### Recorded information

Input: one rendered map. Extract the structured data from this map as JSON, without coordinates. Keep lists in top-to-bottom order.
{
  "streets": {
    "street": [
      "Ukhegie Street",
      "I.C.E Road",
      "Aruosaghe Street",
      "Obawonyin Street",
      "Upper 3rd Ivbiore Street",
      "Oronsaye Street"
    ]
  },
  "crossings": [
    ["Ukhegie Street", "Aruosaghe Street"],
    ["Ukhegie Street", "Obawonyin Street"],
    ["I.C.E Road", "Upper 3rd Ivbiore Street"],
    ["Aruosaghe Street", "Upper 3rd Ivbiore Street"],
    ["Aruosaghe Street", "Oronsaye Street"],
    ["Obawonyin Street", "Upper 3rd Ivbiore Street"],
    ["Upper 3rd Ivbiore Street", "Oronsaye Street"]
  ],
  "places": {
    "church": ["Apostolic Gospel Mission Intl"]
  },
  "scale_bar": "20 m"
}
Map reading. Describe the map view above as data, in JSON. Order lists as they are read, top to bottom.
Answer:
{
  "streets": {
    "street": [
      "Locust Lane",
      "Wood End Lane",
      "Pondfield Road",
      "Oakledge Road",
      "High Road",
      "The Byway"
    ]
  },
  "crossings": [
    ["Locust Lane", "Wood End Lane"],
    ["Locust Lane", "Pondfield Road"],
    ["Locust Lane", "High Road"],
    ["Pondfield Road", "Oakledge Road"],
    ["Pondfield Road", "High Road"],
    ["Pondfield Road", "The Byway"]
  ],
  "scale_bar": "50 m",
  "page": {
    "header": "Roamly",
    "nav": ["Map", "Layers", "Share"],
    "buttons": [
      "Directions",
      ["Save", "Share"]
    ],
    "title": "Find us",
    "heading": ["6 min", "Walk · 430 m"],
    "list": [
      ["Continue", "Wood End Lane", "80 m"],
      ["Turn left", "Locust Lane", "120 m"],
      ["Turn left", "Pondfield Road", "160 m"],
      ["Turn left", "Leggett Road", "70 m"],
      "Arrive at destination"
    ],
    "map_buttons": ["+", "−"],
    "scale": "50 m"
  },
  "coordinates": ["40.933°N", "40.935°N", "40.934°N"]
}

######

**What to produce**
Write down exactly the line with "Map reading. Describe", then each line after it through the end of the data.

**Task solution**
Map reading. Describe the map view above as data, in JSON. Order lists as they are read, top to bottom.
Answer:
{
  "streets": {
    "street": [
      "Locust Lane",
      "Wood End Lane",
      "Pondfield Road",
      "Oakledge Road",
      "High Road",
      "The Byway"
    ]
  },
  "crossings": [
    ["Locust Lane", "Wood End Lane"],
    ["Locust Lane", "Pondfield Road"],
    ["Locust Lane", "High Road"],
    ["Pondfield Road", "Oakledge Road"],
    ["Pondfield Road", "High Road"],
    ["Pondfield Road", "The Byway"]
  ],
  "scale_bar": "50 m",
  "page": {
    "header": "Roamly",
    "nav": ["Map", "Layers", "Share"],
    "buttons": [
      "Directions",
      ["Save", "Share"]
    ],
    "title": "Find us",
    "heading": ["6 min", "Walk · 430 m"],
    "list": [
      ["Continue", "Wood End Lane", "80 m"],
      ["Turn left", "Locust Lane", "120 m"],
      ["Turn left", "Pondfield Road", "160 m"],
      ["Turn left", "Leggett Road", "70 m"],
      "Arrive at destination"
    ],
    "map_buttons": ["+", "−"],
    "scale": "50 m"
  },
  "coordinates": ["40.933°N", "40.935°N", "40.934°N"]
}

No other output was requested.